On occasion, the courts might intervene and side with a party objecting to the enforcement of an unfair term under a number of judicial doctrines:
- the repugnancy rule
- fundamental breach
- the contra proferentum rule
Despite judicial intervention, the odds were still stacked against parties who wished to challenge the inherent unfairness and abusive nature of attempts by traders and businesses to exclude or limit their liability.
Sensibly, the UK Parliament decided to tackle what was becoming the Wild West of contractual terms and passed the Unfair Contract Terms Act 1977 which made such attempts to evade liability automatically void.
Generally speaking, the Act made it much harder (but not impossible) for businesses to impose other unfair terms on consumers. Businesses, on the other hand, were still, advised to read the small print of any agreements that they were contemplating entering, although courts would be more sympathetic if a larger business tried to use its unequal bargaining power to impose unfair terms on a smaller business.
The European Union also passed legislation (European Council Directive 93/13 on Unfair Terms in Consumer Contracts and, for a while, the Unfair Terms in Consumer Contracts Regulations of 1994 and 1999 respectively were in force. These were later repealed and replaced by the Consumer Rights Act 2015, although the terms of the Directive live on in this legislation (remember: EU Law is hardwired into UK national laws).
Along the way, the Enterprise Act 2002 and the Consumer Protection from Unfair Trading Regulations 2008 severely restricted the ability of businesses and traders to impose very unfavourable terms on consumers.
The net effect of all of this legislation was that consumers were really protected against the imposition of unfair terms by traders and businesses. Consumers were often deemed to be the weaker party in a relationship with traders and businesses and, therefore, needed to be protected.

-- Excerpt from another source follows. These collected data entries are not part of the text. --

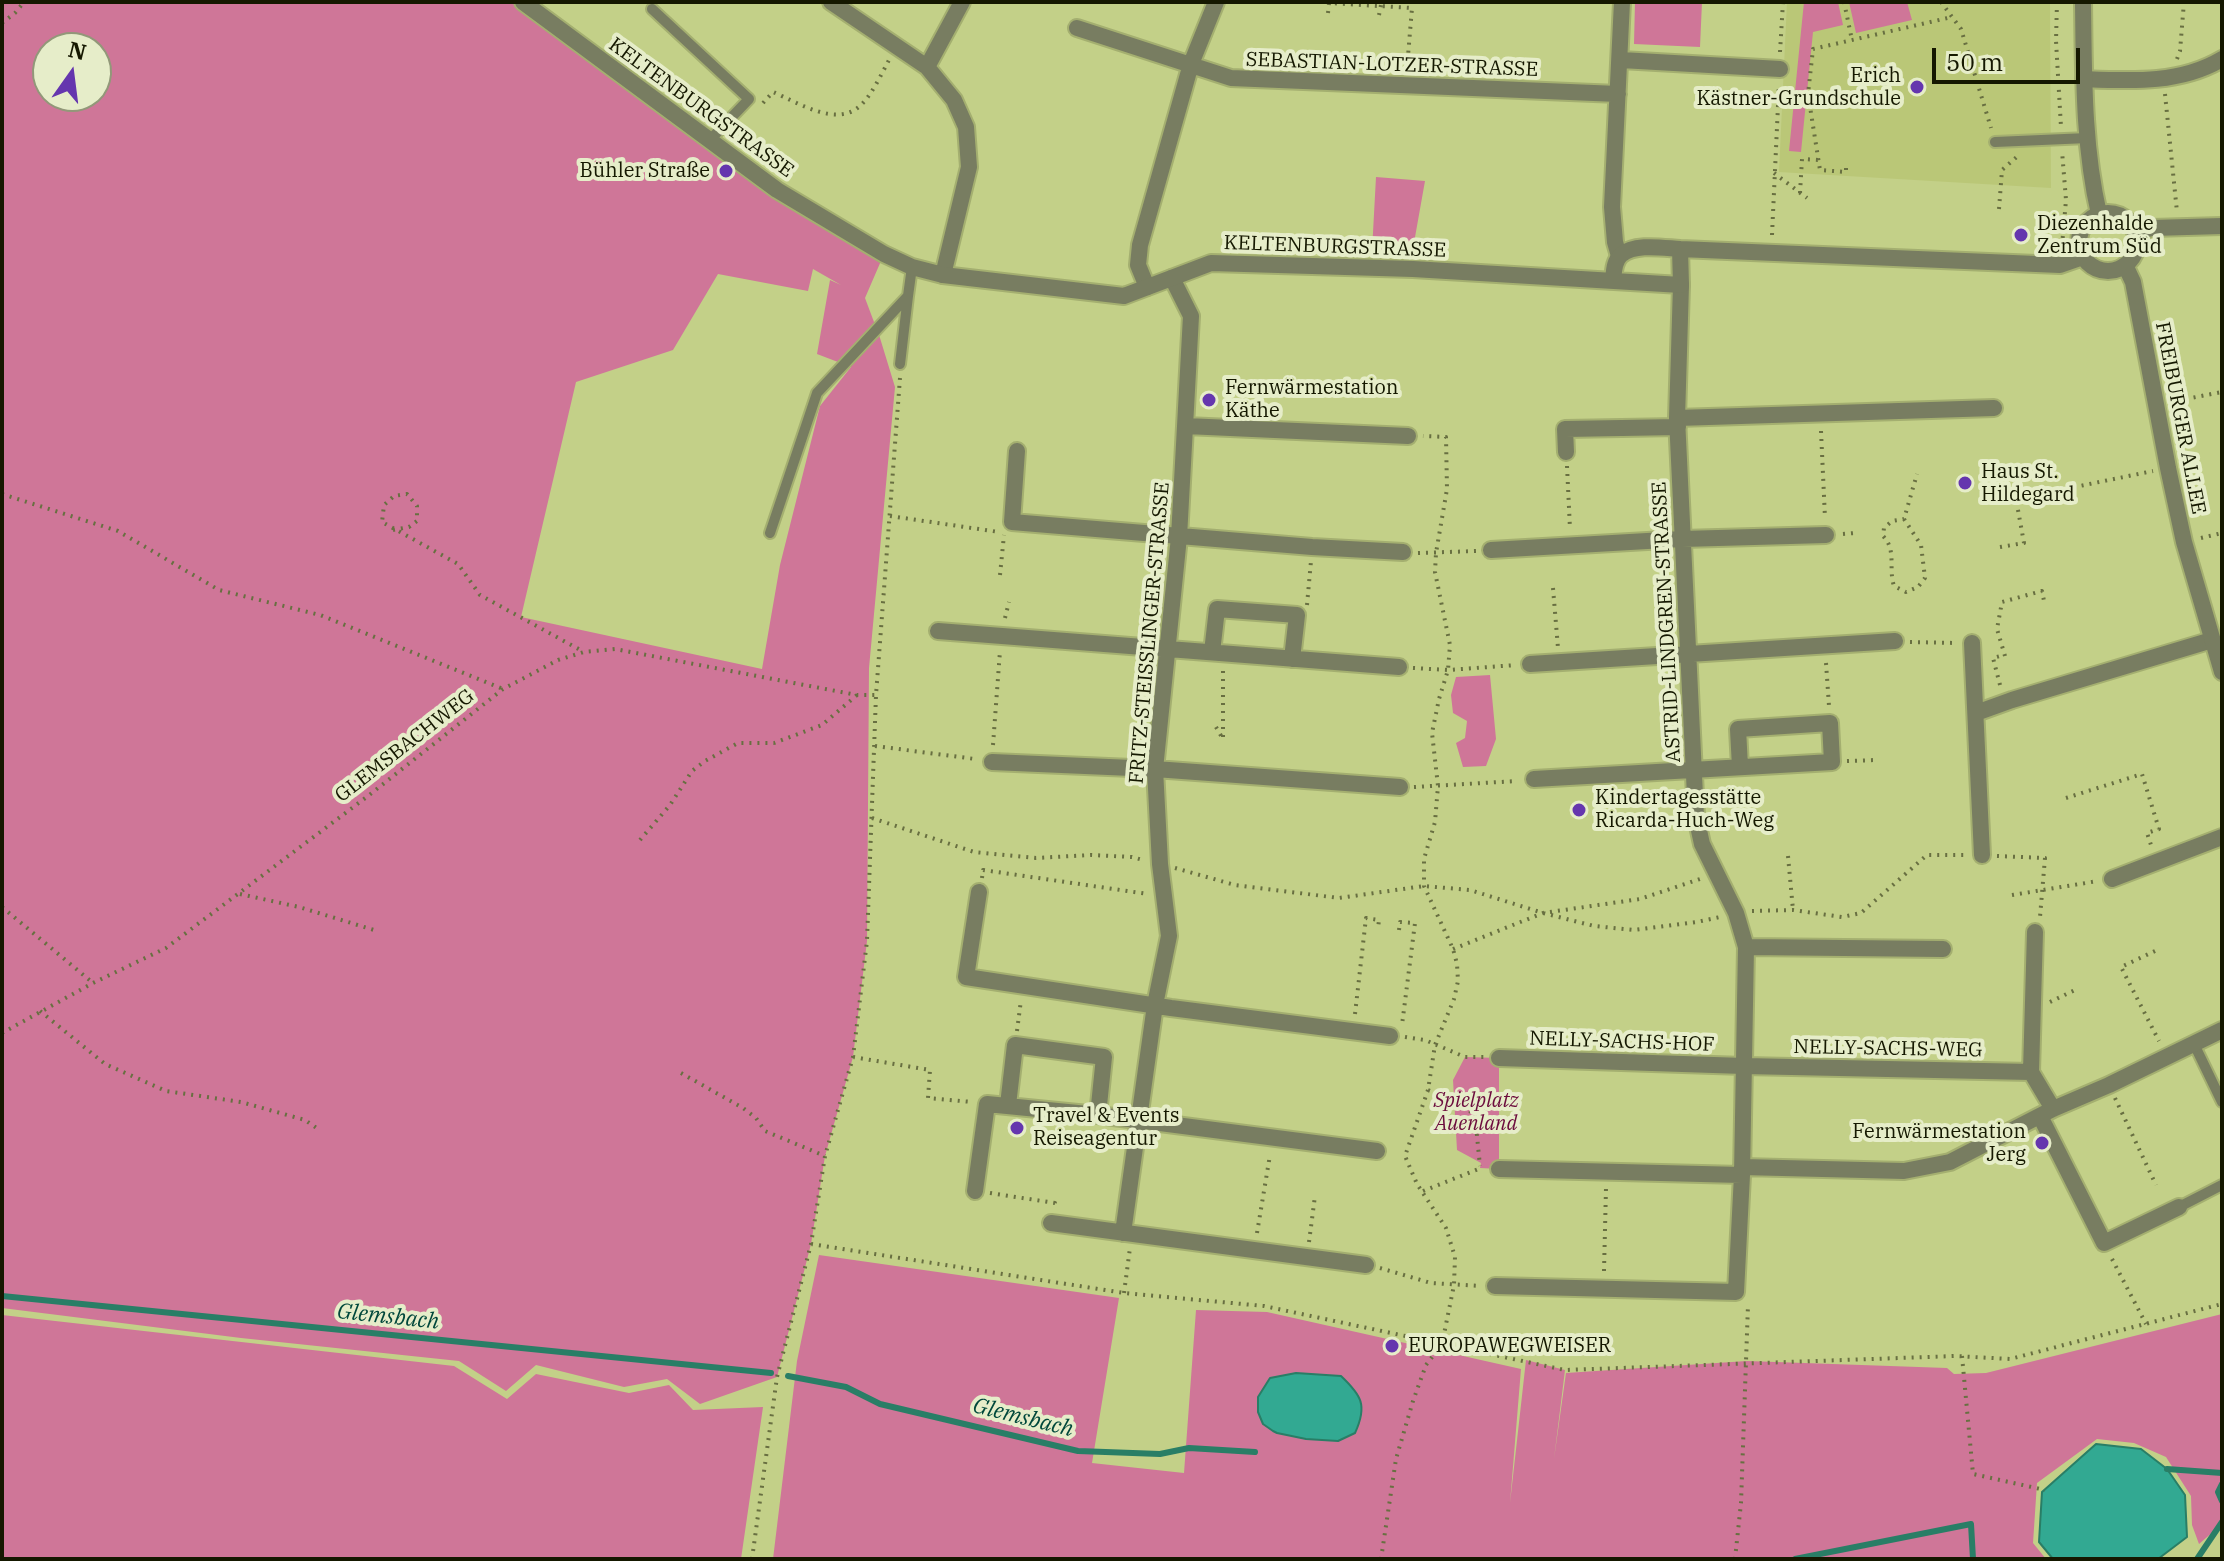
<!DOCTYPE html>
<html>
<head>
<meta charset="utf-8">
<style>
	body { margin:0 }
	#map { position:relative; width:2224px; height:1561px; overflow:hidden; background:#c3d088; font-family:"IBM Plex Serif",serif }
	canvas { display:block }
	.frame { position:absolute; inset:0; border:4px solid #151800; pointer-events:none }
	.north { position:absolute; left:32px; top:32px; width:80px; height:80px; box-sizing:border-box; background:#e6edc9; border:2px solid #929879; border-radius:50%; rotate:14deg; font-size:22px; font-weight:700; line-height:32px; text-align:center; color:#151800 }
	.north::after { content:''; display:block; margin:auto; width:28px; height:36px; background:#6536ae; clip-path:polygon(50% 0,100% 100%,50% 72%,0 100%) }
	.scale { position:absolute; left:1932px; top:48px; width:148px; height:36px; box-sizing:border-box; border:4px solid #151800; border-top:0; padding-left:10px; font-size:24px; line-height:28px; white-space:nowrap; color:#151800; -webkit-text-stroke:6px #e6edc9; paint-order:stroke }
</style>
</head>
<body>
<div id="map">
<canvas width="2224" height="1561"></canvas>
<div class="frame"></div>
<div class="north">N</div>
<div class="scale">50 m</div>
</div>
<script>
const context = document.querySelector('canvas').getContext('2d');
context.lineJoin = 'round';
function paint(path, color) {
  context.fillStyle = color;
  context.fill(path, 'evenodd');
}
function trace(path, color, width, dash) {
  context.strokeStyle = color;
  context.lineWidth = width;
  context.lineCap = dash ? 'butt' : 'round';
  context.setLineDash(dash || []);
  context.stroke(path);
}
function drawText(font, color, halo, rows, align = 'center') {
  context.font = font + ' "IBM Plex Serif",serif';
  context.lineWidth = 8;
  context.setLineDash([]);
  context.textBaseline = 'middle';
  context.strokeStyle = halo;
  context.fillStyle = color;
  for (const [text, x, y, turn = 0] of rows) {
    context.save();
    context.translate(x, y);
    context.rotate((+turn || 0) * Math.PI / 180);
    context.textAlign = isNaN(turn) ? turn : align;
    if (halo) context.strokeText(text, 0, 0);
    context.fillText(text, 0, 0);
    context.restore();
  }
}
paint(new Path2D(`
	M 1787,2 L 2050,2 L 2051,188 L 1779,172 Z`), '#bac777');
paint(new Path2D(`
	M 2,2 L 523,2 L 614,69 L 884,254 L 865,298 L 880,338 L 895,387 L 869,668 L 867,941 L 853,1057 L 825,1156 L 811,1244 L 777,1377 L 700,1404 L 667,1379 L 624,1387 L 536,1365 L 506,1391 L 459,1361 L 241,1338 L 2,1308 ZM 48,48 L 96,48 L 96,96 L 48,96 ZM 813,269 L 841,285 L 830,280 L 817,354 L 851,367 L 820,406 L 780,565 L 762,669 L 521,617 L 576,382 L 673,350 L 718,274 L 808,291 Z
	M 1635,2 L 1702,2 L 1700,47 L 1634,44 Z
	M 1804,2 L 1838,2 L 1843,25 L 1813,32 L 1801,152 L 1789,151 Z
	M 1849,2 L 1907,2 L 1912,20 L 1856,33 Z
	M 1376,177 L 1425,181 L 1412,254 L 1372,251 Z
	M 1490,675 L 1496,739 L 1486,766 L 1463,767 L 1456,743 L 1465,738 L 1467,721 L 1453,713 L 1451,695 L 1456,677 Z
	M 1465,1057 L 1499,1058 L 1499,1169 L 1480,1168 L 1481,1163 L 1457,1150 L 1453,1080 Z
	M 819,1255 L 1119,1298 L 1092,1463 L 1184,1473 L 1196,1310 L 1267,1312 L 1521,1369 L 1510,1503 L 1526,1360 L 1565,1370 L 1554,1459 L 1566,1373 L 1747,1361 L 1947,1368 L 1954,1374 L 1986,1373 L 2222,1314 L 2222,1524 L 2199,1544 L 2192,1525 L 2191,1496 L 2166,1457 L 2134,1443 L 2097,1439 L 2037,1483 L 2033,1543 L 2046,1559 L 773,1559 L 797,1361 Z
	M 2,1315 L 454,1366 L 507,1399 L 536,1374 L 629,1393 L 669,1385 L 693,1410 L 763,1407 L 741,1559 L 2,1559 Z`), '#cf7698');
const water = new Path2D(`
	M 1296,1373 L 1341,1376 C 1361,1395 1368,1405 1355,1433 L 1338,1441 L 1306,1439 L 1277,1433 L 1273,1431 L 1263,1424 L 1258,1412 L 1258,1397 L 1270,1378 Z
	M 2096,1444 L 2141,1449 L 2167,1469 L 2185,1495 L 2187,1537 L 2158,1559 L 2053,1559 L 2039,1542 L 2042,1492 Z`);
paint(water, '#32a992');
trace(water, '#297e66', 2);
trace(new Path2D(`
	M 2,1296 L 771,1373
	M 788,1376 L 846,1387 L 880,1404 L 1078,1451 L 1160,1454 L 1189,1448 L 1255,1452
	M 2167,1469 L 2222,1473
	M 2222,1484 L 2218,1492 L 2222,1501
	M 1795,1559 L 1971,1524 L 1973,1559
	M 2197,1559 L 2222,1522`), '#297e66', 6);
const service = new Path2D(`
	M 652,9 L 749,99 L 709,141
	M 1995,142 L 2088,138
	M 900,364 L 908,296
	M 770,533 L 817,393 L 908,296 L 912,267
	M 2194,1044 L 2222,1102
	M 2179,1207 L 2222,1185`);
const minor = new Path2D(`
	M 831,2 L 927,67 L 954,100 L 966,127 L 969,167 L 943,275
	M 1077,28 L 1231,78 L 1618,94
	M 1621,60 L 1780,69
	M 927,67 L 962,2
	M 2084,79 C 2131,81 2180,84 2222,59
	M 2135,232 L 2152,228 L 2222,226
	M 1619,256 L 1615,242 L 1612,207 L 1622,2
	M 1147,287 L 1138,265 L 1140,245 L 1191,64 L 1216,2
	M 1677,418 L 1994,408
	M 1186,426 L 1408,436
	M 1017,451 L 1012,522 L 1312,547 L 1403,552
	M 1566,452 L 1565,429 L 1678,427
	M 1491,550 L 1682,539 L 1826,535
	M 938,631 L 1399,667
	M 1972,643 L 1982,855
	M 1212,652 L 1217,609 L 1297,615 L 1292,659
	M 1530,664 L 1895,641
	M 1976,713 L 2012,700 L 2212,640
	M 992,762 L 1155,769 L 1400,787
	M 1534,779 C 1633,773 1733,768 1832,762 L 1830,723 L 1738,729 L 1740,767
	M 2112,879 L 2222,837
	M 979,892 L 966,977 L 1171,1008 L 1390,1036
	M 1746,947 L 1943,949
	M 1499,1058 L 1744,1066 L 2031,1072 L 2053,1109
	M 2031,1072 L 2035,932
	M 1008,1105 L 1015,1045 L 1104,1057 L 1098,1115
	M 2040,1116 L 2104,1243 L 2179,1207
	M 1742,1167 L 1904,1171 L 1950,1162 L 2053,1109 L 2109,1085 L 2222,1030
	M 1499,1169 L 1742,1175
	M 975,1191 L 987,1104 L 1098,1115 L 1377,1151
	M 1051,1223 L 1366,1265
	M 1123,1233 L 1155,1005 L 1169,936 L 1160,864 L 1155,769 L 1179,537 L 1191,316 L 1172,278
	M 1495,1286 L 1736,1292 L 1742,1175 L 1746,947 L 1736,913 L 1702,844 L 1696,817 L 1677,418 L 1681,285`);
const tertiary = new Path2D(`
	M 523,2 L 777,190 L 884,254 L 912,267 L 943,275 L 1124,296 L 1211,263 L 1413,269 L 1681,285 L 1680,249 L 2060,265 L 2083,257
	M 2083,2 C 2084,73 2083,145 2099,214
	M2079 242a29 29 0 1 1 58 0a29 29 0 1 1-58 0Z
	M 2125,265 L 2133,282 L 2168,468 L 2184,542 L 2222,672
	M 1613,280 C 1614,271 1614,261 1621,255 C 1635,243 1663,248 1680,249`);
trace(service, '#a4af70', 14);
trace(minor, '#a4af70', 20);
trace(tertiary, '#a4af70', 20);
trace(new Path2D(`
	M 1844,2 L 1852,40
	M 1941,2 L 1961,29 L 1991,128
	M 2057,2 L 2056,41 L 2061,127
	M 1328,13 L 1329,3 L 1412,8 L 1407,68
	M 1379,15 L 1381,5
	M 2,23 L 15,13 L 24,2
	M 1780,52 L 1783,2
	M 2177,59 L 2180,51 L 2184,2
	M 2165,94 L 2177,212
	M 763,103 L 773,92 C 799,103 838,129 862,104 C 872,94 882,73 889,60
	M 1846,168 L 1846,172 L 1820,170 L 1808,94 L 1813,49 L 1952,17
	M 1774,173 L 1807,198
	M 1800,193 L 1802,159 L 1818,160
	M 1999,209 L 2002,170 L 2019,155
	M 1772,235 L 1779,84
	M 2062,246 L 2066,200 L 2062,151
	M 2170,402 L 2222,392
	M 1821,431 L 1825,518
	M 1567,466 L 1570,529
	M 2,494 L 118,531 L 219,590 L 320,615 L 503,689
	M 890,516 L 999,532
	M 1904,519 L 1921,545 L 1925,578 L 1918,587 L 1906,592 L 1894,586 C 1888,568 1897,550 1883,536 L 1884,528 L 1892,521 L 1904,519 L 1917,474
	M 393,530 L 409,527 L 417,521 L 417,506 L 407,494 L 394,496 L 384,505 L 382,522 L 458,564 L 480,595 L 584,652
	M 1843,534 L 1855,533
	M 2201,538 L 2222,533
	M 2000,547 L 2024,543 L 2016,499 L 2153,471
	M 1418,553 L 1477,551
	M 1000,575 L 1004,535
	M 1553,588 L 1558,648
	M 1307,605 L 1311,561
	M 1005,618 L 1009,602
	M 1910,642 L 1957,643
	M 2005,656 L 1997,629 L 2002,602 L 2042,591 L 2044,601
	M 1826,663 L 1829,706
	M 1413,668 L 1448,670 L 1516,665
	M 2000,685 L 1993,658 L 2004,655
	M 1216,727 L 1223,739 L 1223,671
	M 993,745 L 1000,651
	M 875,746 L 975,759
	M 1847,761 L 1876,760
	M 1414,787 L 1517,781
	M 2066,798 L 2142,774 L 2159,829 L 2147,833 L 2151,845
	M 872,818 L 974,852 L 1036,858 L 1091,855 L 1132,857 L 1143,860
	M 640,840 L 670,805 L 692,771 L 705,761 L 738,743 L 774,743 L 822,725 L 857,695
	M 1788,856 L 1793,910
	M 1997,856 L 2045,858 L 2040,917
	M 1175,868 L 1235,885 L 1339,898 L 1424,886 L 1470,890 L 1543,913 L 1594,926 L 1634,930 L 1697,922 L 1720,917
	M 982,878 L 983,870 L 1148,894
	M 240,894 L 299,907 L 374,930
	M 2012,895 L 2098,881
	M 2,907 L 93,983
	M 1752,911 L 1793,910 L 1842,917 L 1861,913 L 1927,855 L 1965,855
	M 1399,930 L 1400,922 L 1415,923 L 1402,1025
	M 1453,949 L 1543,913 L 1640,899 L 1700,879
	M 2155,951 L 2121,967 L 2159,1041
	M 2050,1002 L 2077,989
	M 40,1011 L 105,1064 L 166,1091 L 241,1102 L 305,1120 L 318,1129
	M 1355,1014 L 1366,918 L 1379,920 L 1378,928
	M 1017,1031 L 1021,1000
	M 2,1033 L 93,983 L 166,948 L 368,796 L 503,689 L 558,660 L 584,652 L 615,649 L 857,695 L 876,695
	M 1405,1037 L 1425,1040 L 1465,1057 L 1485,1057
	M 853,1057 L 930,1070 L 928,1098 L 972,1102
	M 681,1073 L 743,1108 L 756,1118 L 765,1131 L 825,1156
	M 1428,1090 L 1469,1108 L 1476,1126 L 1480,1166
	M 2115,1098 L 2156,1185
	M 1423,1191 L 1481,1168
	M 990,1193 L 1055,1203 L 1054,1208
	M 1257,1233 L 1270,1155
	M 1309,1242 L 1315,1196
	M 811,1244 L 1124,1293 L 1264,1306 L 1565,1370 L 1955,1356 L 2010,1359 L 2222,1304
	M 2112,1259 L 2146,1324
	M 1380,1268 L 1431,1283 L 1481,1286
	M 1604,1271 L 1606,1188
	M 1124,1293 L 1130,1248
	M 1962,1356 L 1973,1474 L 2045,1490
	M 752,1559 L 777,1377 L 811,1244 L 825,1156 L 853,1057 L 867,941 L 876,695 L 900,378
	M 1381,1559 L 1396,1459 L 1413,1401 L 1426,1365 L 1442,1344 L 1454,1285 L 1455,1257 L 1446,1228 L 1417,1184 L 1405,1156 L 1428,1090 L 1435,1045 L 1454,999 L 1458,981 L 1457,964 L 1453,949 L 1424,886 L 1424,859 L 1435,822 L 1438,786 L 1432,733 L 1439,699 L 1448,670 L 1450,645 L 1435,572 L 1436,553 L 1447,489 L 1446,437 L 1423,436
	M 1735,1559 L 1741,1503 L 1748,1305`), '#686f41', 4, [2, 6]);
trace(service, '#787d61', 10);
trace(minor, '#787d61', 16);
trace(tertiary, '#787d61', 16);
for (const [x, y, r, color] of [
	[1917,87,8,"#6536ae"],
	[726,171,8,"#6536ae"],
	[2021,235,8,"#6536ae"],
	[1209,400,8,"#6536ae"],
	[1965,483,8,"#6536ae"],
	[1579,810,8,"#6536ae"],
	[1017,1128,8,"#6536ae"],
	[2042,1143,8,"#6536ae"],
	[1392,1346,8,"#6536ae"]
]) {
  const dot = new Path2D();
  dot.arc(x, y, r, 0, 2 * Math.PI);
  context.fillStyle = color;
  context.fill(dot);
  trace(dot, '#e6edc9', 3);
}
drawText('20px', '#151800', '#e6edc9', [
	["SEBASTIAN-LOTZER-STRASSE",1392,65,2],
	["KELTENBURGSTRASSE",701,108,36],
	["KELTENBURGSTRASSE",1335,247,2],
	["FREIBURGER ALLEE",2180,418,79],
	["ASTRID-LINDGREN-STRASSE",1667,622,-93],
	["FRITZ-STEISSLINGER-STRASSE",1150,633,-85],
	["GLEMSBACHWEG",405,746,-38],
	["NELLY-SACHS-HOF",1622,1042,2],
	["NELLY-SACHS-WEG",1888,1049,1]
]);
drawText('20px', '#151800', '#e6edc9', [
	["Erich",1901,76,"right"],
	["Kästner-Grundschule",1901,99,"right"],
	["Bühler Straße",710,171,"right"],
	["Diezenhalde",2037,224],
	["Zentrum Süd",2037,247],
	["Fernwärmestation",1225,388],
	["Käthe",1225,411],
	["Haus St.",1981,472],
	["Hildegard",1981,495],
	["Kindertagesstätte",1595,798],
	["Ricarda-Huch-Weg",1595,821],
	["Travel & Events",1033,1116],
	["Reiseagentur",1033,1139],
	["Fernwärmestation",2026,1132,"right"],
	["Jerg",2026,1155,"right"],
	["EUROPAWEGWEISER",1408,1346]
], 'left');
drawText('italic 20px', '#6c0c3d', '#e6edc9', [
	["Spielplatz",1476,1101],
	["Auenland",1476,1124]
]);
drawText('italic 22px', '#00483b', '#e6edc9', [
	["Glemsbach",388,1317,6],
	["Glemsbach",1023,1418,14]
]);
</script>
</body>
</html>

Returning to the Jenkinsons’ experience at the a Broadway Hotel, it is worth emphasising that the couple were being provided with accommodation services as consumers and, therefore, would have been entitled to the benefit of existing UK consumer protection laws on the statute books in 2014.
Had this incident occurred in 2020, the Jenkinsons would, of course, have been able to challenge the legality of the penalty clause primarily in terms of the Consumer Protection from Unfair Trading Regulations 2008 and the Consumer Rights Act 2015.
Happily, we have come a long way in consumer law where businesses could previously impose all sorts of unfair, not to say downright abusive, terms on customers.
We are now in a position, where UK consumers will be protected by legislative safeguards which should ensure that these types of terms will not be permitted to stand i.e. they will be automatically void or simply unenforceable. The penalty clause which the Jenkinsons experienced would doubtless have fallen foul of consumer protection legislation had the issue got anywhere near a court room. Nonetheless, it was an interesting example of the inventiveness of businesses regarding the creation of new types of unfair terms in contracts.
It remains the case, however, that in business to business contracts (or in private transactions), it will be highly advisable for parties to remain wary about the potential unfairness of contractual terms. Only the most outrageous and downright abusive terms (such as excluding or limiting liability for death or personal injury) will be automatically void – no matter how much notice of their existence has been given by the party seeking to rely on them. If a business is seeking to have a clause declared void or unenforceable, the debate to be had in terms of the Unfair Contract Terms Act 1977 will often centre around the perceived reasonableness (or otherwise) of the clause.